Listening to asylum-seekers' stories

The xenophobic attacks that swept the country in 2008 have prompted plenty of research about the ways in which South Africans treat immigrants.  In the Rhodes Linguistics department, Leigh Crymble completed an excellent Master's thesis on representations of migrants in the South African media. Sociologists and anthropologists have written plenty of articles on the subject. But apart from studies of migrants in the media, South African linguists have not really contributed much to the debate on improving conditions for immigrants to South Africa.

That is why Bridgitte le Du, a Linguistics MA student, is interested in studying the stories of asylum-seekers in South Africa. While the South African Constitution upholds the rights of refugees, applicants for asylum have to navigate their way through a Home Affairs system that is overloaded and includes immigration officials who can sometimes be contemptuous and downright abusive towards them. They can remain in limbo for six or seven years due to backlogs in the system.

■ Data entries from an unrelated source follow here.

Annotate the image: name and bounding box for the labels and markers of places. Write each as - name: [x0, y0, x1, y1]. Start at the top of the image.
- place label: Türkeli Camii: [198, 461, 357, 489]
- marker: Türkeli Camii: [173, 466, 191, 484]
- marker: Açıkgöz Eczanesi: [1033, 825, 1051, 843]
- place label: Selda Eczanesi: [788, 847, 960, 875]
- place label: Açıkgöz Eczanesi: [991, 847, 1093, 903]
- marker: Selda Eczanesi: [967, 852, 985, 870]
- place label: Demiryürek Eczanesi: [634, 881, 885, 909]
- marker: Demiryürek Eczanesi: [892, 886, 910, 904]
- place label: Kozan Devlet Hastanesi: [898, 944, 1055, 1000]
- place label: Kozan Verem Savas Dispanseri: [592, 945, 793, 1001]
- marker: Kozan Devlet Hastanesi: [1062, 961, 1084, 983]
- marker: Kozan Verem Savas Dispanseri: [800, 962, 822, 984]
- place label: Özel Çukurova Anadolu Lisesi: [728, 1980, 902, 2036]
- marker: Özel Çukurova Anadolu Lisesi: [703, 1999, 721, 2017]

And South African society in general is still far from friendly to African asylum seekers, thanks to negative 'foreigner discourses' from the government and media.

Bridgitte aims to interview asylum-seekers at the Nelson Mandela Metropolitan University Refugee Rights Centre, inviting them to talk with her about their experiences of coming to South Africa and particularly about their stories of applying for asylum. Then she aims to analyse these, using a mixture of the Transitivity and appraisal methods of analysis from Systemic Functional Linguistics, as well as Critical Discourse Analysis. Her aim is to discover how these people make sense of the concept of 'belonging' and the process of identifying with different countries and groups of people in the light of their experiences in South Africa.

Bridgitte says that “linguistics has a role to play that it's not yet playing” in helping us understand the way immigrants think and feel about South Africa. Her research has great potential to highlight the need for our government and society to uphold refugees' rights.